Kritiker glauben Theorie nicht

Weggefährten des Ermordeten bezweifeln jedoch einen islamistischen Hintergrund des Attentats. "Die Nonsens-Theorie der Ermittler über islamistische Motive beim Mord an Nemzow nutzt dem Kreml und nimmt Putin aus der Schusslinie", erklärte Ilja Jaschin, neben Nemzow Co-Vorsitzender der kleinen oppositionellen Liberalen Partei in Russland, auf Twitter.

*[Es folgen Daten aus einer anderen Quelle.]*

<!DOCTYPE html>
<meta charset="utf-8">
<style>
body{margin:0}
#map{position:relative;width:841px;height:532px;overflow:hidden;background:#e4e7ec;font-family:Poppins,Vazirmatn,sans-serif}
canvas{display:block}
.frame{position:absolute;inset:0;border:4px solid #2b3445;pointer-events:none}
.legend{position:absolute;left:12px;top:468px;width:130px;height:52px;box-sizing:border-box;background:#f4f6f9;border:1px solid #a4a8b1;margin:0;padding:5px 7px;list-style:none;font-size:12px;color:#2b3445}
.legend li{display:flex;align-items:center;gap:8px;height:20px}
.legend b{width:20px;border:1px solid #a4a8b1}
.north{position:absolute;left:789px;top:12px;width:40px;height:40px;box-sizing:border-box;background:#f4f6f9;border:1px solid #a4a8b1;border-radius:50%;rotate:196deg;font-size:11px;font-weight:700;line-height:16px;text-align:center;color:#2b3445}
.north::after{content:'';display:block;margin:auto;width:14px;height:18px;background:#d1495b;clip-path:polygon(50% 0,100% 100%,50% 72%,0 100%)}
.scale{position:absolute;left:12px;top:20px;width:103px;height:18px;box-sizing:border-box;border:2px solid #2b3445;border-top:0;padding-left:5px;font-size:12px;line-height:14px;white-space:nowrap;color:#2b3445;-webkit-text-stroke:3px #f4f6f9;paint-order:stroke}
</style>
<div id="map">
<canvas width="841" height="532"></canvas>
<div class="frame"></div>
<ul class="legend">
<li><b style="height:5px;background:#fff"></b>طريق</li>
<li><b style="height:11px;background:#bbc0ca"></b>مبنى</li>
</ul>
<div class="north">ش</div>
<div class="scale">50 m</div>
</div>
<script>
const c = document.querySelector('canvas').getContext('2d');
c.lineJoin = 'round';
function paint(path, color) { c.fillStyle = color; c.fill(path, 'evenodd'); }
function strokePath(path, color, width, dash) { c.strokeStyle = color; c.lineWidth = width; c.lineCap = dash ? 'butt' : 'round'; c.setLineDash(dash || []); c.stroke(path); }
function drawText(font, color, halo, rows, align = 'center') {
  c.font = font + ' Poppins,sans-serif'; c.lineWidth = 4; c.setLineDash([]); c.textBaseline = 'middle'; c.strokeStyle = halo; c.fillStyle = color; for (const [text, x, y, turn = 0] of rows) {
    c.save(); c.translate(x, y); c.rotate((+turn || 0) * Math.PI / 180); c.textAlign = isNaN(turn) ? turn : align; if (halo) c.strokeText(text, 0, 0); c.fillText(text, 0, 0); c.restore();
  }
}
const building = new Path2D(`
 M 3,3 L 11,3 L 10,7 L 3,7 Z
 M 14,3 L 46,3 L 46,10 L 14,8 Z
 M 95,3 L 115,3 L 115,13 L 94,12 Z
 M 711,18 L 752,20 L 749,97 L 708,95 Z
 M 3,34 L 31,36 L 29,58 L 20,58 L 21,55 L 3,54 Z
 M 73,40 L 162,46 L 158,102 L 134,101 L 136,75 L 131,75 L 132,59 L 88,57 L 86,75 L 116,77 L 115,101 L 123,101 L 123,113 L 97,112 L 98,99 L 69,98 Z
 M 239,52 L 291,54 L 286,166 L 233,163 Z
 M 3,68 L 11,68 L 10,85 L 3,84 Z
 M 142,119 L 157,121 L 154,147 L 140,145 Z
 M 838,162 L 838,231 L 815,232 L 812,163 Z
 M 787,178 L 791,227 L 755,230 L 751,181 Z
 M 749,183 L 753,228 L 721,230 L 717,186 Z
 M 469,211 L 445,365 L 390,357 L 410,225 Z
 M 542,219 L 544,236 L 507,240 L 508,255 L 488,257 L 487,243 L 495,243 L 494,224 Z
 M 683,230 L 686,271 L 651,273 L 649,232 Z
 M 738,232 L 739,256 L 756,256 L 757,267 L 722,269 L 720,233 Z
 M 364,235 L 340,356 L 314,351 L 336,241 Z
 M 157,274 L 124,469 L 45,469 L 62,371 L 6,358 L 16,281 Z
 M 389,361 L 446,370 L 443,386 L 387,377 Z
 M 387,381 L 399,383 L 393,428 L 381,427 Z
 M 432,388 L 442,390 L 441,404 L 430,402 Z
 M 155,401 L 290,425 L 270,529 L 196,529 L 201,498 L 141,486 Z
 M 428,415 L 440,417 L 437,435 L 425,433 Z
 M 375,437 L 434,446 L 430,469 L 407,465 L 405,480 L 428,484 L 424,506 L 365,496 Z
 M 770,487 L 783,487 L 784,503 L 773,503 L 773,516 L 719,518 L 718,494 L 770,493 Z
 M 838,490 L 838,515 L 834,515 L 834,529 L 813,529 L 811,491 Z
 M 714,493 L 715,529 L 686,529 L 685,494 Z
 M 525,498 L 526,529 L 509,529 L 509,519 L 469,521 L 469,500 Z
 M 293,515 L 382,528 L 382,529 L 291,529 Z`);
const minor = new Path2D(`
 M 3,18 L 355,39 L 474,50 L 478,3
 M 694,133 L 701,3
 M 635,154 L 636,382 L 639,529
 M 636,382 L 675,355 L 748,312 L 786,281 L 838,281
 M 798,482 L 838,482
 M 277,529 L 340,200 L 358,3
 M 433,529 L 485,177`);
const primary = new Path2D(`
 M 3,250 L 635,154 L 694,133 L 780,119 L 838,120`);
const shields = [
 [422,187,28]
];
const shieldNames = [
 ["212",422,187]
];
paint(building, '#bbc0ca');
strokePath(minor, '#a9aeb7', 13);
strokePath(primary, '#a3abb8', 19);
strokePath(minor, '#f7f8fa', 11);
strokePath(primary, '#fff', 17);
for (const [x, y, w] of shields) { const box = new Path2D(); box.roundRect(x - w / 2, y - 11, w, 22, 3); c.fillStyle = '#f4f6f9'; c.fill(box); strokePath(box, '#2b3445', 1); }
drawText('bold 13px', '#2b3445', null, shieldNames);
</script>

Nemzow, der vor gut einer Woche erschossen wurde, war einer der bekanntesten Kritiker des russischen Präsidenten Wladimir Putin. "Unsere schlimmsten Befürchtungen sind wahr geworden", schrieb Jaschin am späten Sonntagabend. Der Mordschütze werde angeklagt, aber seine Auftraggeber würden ungeschoren davonkommen.

Orden für Kadyrow

Kadyrow, der autokratisch mit harter Hand in Tschetschenien herrscht, wird von der Regierung in Moskau unterstützt. Seine Loyalität zu ihr demonstrierte Kadyrow voriges Jahr, als er eine Massenkundgebung zu Putins Geburtstag veranstaltete – jetzt hat er für seine Kooperationsbereitschaft sogar den "Orden der Ehre" bekommen: Er sei für seine beruflichen Erfolge, seine aktive gesellschaftliche Betätigung und seine langjährige Arbeit auszeichnet worden, vermeldete die staatliche Nachrichtenagentur Tass. Liberale Kreml-Kritiker spekulierten deshalb sogleich über einen Zusammenhang der Auszeichnung mit Kadyrows Kommentaren zum Mordfall Nemzow.